10 maggio: Petri, cronisti difensori dei diritti umani

Ancora scarsa la conoscenza di questi temi. Attivati corsi in collaborazione con Ossigeno

Fabrizio Petri, ministro plenipotenziario presso il Ministero degli Esteri, intervenuto durante il convegno “Molta mafia, poche notizie” organizzato da Ossigeno per l’Informazione presso la Camera dei Deputati, ha evidenziato le funzioni del comitato interministeriale che presiede. E’ un organismo che si occupa della verifica dell’applicazione dei diritti umani in territorio italiano e del successivo rapporto delle Nazioni Unite. Se è vero infatti che non esiste ancora una commissione nazionale indipendente sui diritti umani, questi ultimi, come i diritti civili, sono oggetto di costante e progressiva promozione.

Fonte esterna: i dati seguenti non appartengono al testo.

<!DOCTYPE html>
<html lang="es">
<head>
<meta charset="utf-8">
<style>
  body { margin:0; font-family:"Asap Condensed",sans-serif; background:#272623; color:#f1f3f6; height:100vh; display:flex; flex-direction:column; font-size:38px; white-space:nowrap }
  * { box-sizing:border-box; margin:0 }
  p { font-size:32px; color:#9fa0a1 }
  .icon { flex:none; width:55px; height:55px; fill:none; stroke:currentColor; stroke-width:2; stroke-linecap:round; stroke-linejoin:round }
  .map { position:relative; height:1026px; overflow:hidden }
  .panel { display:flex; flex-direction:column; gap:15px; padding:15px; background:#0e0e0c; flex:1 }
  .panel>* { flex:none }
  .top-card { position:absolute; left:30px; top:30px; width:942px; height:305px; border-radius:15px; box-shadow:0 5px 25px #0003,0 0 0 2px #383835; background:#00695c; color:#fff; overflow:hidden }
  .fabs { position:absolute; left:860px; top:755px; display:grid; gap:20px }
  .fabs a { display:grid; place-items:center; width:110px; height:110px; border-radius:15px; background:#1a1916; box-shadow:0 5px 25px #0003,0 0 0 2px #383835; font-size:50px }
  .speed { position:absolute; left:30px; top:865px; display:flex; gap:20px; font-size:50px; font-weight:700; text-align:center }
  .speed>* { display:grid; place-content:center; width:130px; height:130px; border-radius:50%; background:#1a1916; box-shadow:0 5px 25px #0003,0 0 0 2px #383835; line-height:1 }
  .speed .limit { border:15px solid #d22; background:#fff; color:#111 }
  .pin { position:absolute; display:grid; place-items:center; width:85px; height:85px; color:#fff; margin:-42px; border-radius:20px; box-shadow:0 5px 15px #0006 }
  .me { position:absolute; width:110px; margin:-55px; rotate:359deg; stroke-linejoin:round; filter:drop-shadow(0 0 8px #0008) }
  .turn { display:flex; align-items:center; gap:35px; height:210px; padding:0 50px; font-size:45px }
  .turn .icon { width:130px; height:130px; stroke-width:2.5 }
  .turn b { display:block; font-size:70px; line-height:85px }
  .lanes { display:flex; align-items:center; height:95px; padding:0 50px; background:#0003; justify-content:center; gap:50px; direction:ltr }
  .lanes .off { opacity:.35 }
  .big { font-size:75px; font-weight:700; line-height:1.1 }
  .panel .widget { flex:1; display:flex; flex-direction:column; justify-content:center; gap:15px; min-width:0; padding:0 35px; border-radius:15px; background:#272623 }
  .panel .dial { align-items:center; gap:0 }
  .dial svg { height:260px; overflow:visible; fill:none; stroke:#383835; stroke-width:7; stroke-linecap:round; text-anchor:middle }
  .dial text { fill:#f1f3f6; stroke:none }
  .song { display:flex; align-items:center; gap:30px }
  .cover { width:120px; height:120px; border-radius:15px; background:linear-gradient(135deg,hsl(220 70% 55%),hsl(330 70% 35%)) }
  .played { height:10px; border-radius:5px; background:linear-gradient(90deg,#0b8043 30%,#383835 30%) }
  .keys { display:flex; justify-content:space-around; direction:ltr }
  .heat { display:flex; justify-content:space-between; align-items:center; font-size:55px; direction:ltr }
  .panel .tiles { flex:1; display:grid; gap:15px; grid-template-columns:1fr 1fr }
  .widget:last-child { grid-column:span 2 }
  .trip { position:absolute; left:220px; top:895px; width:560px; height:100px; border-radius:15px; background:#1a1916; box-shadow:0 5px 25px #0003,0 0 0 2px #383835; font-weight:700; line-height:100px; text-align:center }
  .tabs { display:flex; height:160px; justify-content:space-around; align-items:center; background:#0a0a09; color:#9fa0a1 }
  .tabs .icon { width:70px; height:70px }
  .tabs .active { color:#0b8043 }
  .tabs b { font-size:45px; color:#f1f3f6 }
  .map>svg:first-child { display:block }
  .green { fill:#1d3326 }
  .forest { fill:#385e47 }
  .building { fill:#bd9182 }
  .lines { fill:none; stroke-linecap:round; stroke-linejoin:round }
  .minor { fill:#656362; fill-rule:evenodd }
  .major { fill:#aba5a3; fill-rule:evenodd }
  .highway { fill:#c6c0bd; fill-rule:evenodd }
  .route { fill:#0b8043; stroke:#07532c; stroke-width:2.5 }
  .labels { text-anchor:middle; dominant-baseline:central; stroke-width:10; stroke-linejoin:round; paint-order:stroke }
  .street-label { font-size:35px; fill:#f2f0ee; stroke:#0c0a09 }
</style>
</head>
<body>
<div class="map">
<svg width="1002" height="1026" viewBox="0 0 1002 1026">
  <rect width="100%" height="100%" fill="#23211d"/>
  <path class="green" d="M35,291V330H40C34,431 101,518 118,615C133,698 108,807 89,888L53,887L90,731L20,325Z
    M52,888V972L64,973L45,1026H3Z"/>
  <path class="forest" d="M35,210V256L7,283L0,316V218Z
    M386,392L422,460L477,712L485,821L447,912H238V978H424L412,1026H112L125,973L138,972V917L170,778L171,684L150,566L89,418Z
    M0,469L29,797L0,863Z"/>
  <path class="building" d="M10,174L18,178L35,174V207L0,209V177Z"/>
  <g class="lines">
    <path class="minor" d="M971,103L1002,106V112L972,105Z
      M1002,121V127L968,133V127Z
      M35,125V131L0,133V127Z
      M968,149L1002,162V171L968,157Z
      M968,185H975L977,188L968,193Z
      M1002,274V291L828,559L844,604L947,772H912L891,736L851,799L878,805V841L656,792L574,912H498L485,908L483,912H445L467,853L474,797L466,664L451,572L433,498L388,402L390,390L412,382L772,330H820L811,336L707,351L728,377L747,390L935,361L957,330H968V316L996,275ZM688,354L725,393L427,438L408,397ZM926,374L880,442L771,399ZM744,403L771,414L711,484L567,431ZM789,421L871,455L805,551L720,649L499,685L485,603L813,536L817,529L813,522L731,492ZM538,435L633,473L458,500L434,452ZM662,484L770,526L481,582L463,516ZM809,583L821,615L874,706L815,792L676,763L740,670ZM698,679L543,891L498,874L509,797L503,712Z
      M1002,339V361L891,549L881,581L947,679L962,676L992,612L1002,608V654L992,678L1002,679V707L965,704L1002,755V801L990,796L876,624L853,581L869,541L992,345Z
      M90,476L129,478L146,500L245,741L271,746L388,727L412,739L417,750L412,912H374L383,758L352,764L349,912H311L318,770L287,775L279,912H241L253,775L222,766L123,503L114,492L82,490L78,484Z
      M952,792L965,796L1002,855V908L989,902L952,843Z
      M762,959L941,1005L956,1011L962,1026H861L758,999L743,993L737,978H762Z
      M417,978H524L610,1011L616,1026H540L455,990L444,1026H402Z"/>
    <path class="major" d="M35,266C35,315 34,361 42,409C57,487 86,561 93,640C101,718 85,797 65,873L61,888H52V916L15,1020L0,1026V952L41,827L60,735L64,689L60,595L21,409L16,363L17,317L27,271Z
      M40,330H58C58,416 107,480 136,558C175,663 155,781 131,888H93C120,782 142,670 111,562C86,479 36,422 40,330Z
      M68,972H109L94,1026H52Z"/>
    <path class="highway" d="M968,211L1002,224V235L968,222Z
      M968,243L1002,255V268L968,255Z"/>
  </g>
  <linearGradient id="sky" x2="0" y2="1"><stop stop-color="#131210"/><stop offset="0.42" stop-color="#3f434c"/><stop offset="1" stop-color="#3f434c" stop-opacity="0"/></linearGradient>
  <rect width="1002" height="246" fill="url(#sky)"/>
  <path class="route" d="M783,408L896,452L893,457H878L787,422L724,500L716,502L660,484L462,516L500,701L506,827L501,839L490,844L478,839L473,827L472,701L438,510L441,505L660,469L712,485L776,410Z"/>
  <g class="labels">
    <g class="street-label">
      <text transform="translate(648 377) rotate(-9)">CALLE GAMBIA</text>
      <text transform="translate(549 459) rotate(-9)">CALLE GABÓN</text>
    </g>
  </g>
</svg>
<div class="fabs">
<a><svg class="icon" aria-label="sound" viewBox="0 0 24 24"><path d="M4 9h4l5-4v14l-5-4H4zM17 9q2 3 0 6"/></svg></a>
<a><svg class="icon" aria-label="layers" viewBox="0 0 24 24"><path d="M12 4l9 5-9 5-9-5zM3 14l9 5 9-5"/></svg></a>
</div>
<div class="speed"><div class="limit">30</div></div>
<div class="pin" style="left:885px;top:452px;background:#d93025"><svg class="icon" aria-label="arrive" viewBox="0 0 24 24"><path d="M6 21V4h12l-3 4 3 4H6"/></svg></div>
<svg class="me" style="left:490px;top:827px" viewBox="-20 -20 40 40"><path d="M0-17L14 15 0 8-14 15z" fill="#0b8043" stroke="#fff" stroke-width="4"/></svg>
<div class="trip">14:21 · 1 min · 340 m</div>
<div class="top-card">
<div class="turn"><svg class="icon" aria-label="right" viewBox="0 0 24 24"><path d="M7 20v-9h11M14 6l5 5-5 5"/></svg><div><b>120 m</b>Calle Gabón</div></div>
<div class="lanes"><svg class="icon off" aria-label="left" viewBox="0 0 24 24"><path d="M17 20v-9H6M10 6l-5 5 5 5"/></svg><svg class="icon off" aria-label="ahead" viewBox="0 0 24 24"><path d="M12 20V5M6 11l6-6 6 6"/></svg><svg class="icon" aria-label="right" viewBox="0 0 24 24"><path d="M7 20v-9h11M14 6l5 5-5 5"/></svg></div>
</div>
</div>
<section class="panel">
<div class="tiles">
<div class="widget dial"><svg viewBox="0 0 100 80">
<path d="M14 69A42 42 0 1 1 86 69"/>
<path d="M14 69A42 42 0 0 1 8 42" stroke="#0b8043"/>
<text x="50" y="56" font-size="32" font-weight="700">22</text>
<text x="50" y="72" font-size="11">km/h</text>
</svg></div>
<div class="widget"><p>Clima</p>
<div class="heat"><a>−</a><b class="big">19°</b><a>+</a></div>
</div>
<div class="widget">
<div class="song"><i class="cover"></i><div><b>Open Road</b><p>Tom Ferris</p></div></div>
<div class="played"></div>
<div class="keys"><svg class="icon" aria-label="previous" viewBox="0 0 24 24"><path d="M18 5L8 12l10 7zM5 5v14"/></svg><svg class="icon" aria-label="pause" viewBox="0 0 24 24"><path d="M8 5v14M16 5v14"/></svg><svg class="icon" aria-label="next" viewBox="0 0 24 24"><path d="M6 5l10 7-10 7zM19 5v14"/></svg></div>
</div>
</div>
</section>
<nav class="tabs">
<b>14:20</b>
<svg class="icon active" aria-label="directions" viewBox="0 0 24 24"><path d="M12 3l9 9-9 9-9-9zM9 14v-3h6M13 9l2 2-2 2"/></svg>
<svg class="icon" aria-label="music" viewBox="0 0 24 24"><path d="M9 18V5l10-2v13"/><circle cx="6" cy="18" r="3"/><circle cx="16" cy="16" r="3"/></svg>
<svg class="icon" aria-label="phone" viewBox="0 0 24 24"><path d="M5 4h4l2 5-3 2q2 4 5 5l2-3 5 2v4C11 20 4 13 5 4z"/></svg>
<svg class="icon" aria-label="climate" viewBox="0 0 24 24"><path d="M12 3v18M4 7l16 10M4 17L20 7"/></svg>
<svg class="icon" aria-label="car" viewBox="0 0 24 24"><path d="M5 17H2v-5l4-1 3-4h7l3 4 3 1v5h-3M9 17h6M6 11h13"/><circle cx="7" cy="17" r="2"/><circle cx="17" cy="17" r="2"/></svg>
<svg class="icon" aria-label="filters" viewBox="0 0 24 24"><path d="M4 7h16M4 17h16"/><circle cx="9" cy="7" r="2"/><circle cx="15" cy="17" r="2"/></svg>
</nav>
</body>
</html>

“Per il loro impegno nella ricerca della verità, i giornalisti sono annoverati tra principali difensori dei diritti umani”, spiega Petri, secondo il quale i limiti deontologici del sistema italiano possono, oggi, sperare di essere superati a livello internazionale. Nello specifico, la revisione dei diritti universali del 2006 ha contribuito a incrementare il dialogo tra gli stati; un singolo paese, pur senza vincoli, può essere incentivato dagli altri stati a fare di più in uno specifico settore.

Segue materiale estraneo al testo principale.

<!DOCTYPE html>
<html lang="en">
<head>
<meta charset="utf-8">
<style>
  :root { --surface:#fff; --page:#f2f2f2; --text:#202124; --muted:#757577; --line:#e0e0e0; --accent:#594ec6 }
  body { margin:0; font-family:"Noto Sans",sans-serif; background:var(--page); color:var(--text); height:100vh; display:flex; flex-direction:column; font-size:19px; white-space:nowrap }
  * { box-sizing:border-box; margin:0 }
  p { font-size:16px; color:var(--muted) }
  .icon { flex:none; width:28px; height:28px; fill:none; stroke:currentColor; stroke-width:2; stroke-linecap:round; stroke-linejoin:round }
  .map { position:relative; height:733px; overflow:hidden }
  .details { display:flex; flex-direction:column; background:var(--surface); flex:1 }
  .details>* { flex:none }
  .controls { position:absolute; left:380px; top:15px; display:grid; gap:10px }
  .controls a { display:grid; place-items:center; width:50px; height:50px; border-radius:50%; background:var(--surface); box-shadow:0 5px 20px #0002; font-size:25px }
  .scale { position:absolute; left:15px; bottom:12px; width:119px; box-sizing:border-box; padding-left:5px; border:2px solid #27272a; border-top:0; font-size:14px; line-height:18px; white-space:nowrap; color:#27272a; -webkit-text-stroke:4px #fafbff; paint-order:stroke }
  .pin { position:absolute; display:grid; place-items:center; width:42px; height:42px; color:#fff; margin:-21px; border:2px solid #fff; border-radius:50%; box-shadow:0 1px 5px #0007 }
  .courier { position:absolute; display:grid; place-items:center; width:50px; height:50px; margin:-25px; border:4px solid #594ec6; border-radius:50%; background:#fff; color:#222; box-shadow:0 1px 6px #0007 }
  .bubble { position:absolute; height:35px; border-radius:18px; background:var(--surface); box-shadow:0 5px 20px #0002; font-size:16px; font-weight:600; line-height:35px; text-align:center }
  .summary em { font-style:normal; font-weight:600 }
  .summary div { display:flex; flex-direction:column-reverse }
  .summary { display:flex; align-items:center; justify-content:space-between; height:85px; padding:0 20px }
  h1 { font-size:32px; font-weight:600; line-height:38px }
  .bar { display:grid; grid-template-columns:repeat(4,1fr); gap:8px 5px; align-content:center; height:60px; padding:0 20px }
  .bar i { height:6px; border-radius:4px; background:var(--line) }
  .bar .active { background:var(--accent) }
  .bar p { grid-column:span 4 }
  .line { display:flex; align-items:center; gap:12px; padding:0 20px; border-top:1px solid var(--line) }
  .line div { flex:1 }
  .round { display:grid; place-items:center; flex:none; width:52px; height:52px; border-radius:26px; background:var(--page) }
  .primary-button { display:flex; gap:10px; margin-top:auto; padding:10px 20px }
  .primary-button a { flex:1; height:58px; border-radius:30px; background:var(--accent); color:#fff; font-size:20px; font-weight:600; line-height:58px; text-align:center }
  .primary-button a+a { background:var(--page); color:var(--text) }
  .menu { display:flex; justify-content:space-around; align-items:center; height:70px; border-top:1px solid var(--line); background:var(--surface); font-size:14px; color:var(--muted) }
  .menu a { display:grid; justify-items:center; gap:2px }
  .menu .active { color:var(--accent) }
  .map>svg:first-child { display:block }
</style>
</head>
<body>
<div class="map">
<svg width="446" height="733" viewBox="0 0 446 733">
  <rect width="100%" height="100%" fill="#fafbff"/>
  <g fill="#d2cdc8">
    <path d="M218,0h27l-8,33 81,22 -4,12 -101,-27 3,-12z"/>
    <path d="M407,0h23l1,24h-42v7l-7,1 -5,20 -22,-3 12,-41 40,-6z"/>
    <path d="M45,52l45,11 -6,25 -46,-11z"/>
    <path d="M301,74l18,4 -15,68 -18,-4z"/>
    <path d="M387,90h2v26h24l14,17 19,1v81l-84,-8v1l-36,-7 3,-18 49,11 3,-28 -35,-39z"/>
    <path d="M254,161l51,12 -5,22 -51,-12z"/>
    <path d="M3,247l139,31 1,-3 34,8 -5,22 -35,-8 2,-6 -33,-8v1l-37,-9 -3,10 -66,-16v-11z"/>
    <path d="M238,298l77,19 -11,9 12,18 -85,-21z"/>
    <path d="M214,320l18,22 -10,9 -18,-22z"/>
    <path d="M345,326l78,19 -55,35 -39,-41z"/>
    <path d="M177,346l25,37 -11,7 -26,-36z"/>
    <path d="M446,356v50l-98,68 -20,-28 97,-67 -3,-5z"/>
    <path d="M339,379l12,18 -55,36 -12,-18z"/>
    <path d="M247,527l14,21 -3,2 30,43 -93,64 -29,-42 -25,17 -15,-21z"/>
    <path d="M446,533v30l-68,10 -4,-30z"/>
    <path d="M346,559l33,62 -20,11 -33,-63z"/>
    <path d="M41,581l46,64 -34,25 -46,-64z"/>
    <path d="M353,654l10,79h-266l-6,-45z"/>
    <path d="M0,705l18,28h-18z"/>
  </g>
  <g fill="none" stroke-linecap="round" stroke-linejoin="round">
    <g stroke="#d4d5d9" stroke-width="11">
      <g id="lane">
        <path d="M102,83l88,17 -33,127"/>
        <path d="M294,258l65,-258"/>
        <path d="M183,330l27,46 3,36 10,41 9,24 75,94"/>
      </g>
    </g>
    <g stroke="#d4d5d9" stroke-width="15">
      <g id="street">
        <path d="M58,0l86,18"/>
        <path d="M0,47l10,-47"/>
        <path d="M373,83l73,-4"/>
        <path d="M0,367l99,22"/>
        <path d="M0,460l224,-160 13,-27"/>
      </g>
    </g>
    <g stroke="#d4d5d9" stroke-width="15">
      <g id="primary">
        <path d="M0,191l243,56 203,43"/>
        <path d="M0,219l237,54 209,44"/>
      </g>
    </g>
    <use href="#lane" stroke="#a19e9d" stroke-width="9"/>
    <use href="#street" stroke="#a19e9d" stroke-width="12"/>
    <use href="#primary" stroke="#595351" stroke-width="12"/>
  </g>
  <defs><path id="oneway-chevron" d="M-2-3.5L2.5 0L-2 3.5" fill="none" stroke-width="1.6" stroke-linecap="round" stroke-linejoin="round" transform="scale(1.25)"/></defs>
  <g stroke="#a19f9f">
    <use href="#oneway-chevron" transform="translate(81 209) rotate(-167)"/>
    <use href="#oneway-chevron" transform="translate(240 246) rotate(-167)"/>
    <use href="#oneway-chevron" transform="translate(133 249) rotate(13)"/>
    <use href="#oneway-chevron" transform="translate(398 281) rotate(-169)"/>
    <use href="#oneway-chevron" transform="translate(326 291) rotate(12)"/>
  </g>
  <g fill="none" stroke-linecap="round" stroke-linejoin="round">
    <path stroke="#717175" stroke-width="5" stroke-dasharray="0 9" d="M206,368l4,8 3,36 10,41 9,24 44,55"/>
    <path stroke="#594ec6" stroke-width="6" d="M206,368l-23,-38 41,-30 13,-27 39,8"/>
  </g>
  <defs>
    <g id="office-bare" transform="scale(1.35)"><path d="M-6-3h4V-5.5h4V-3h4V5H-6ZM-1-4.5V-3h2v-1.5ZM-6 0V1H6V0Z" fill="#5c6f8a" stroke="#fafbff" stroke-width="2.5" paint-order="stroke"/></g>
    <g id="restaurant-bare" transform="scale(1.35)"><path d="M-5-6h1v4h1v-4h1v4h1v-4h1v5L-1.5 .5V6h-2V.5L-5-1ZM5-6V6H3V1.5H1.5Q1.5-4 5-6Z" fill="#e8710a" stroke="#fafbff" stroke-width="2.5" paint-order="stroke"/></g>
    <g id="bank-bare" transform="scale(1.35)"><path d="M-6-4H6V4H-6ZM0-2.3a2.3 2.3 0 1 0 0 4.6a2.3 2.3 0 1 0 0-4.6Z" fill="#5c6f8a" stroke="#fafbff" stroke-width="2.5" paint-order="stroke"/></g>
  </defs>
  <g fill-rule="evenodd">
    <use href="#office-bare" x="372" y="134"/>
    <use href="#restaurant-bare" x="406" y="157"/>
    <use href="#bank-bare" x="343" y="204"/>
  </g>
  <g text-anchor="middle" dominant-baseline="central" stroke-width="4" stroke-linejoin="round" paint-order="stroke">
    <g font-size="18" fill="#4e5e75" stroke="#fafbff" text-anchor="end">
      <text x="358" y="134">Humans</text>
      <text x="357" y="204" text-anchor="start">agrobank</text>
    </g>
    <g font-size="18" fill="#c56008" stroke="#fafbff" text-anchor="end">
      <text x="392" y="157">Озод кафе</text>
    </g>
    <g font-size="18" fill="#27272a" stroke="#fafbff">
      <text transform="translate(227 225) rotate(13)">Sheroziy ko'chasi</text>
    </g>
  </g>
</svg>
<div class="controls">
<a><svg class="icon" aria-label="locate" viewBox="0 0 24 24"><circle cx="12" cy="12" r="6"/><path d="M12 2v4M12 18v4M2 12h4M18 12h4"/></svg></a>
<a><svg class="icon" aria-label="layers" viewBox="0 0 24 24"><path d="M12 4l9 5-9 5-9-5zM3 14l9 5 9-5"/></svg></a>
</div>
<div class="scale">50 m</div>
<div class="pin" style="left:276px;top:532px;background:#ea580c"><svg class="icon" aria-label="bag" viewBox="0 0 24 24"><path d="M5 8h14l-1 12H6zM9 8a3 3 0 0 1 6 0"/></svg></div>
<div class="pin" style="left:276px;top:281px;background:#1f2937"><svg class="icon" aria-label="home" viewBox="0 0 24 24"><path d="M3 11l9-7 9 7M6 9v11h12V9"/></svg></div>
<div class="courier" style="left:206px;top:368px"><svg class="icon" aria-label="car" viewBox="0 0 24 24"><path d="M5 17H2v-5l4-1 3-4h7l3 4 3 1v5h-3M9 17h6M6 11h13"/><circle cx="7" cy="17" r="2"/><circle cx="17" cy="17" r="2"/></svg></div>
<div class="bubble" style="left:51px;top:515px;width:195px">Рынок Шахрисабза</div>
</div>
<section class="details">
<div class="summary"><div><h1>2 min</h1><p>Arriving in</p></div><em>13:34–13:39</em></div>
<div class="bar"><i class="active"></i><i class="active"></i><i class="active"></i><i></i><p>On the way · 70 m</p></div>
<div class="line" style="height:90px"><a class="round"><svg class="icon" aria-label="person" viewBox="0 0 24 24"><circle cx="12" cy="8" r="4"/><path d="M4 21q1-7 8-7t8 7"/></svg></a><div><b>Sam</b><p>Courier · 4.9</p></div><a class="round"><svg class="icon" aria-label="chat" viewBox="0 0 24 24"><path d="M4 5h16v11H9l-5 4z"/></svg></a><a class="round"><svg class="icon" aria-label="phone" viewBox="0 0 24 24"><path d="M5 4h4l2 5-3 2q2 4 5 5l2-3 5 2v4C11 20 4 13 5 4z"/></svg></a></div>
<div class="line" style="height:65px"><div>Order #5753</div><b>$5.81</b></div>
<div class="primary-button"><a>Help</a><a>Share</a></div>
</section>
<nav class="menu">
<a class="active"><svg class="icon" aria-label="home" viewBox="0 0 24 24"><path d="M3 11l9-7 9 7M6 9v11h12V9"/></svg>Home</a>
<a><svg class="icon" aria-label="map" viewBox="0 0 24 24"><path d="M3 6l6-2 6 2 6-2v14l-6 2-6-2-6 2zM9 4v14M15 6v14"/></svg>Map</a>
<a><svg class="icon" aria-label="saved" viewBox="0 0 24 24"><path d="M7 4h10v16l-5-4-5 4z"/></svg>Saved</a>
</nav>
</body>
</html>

Ma i problemi – secondo il ministro – non finiscono qui:”Ci siamo resi conto della scarsa conoscenza in tema di diritti umani da parte dei media”. Da qui, la collaborazione con Ossigeno:”Insieme alla ONLUS, puntiamo ad avviare un piano di revisione volto a formare i media e implementarne la conoscenza dei diritti umani fondamentali.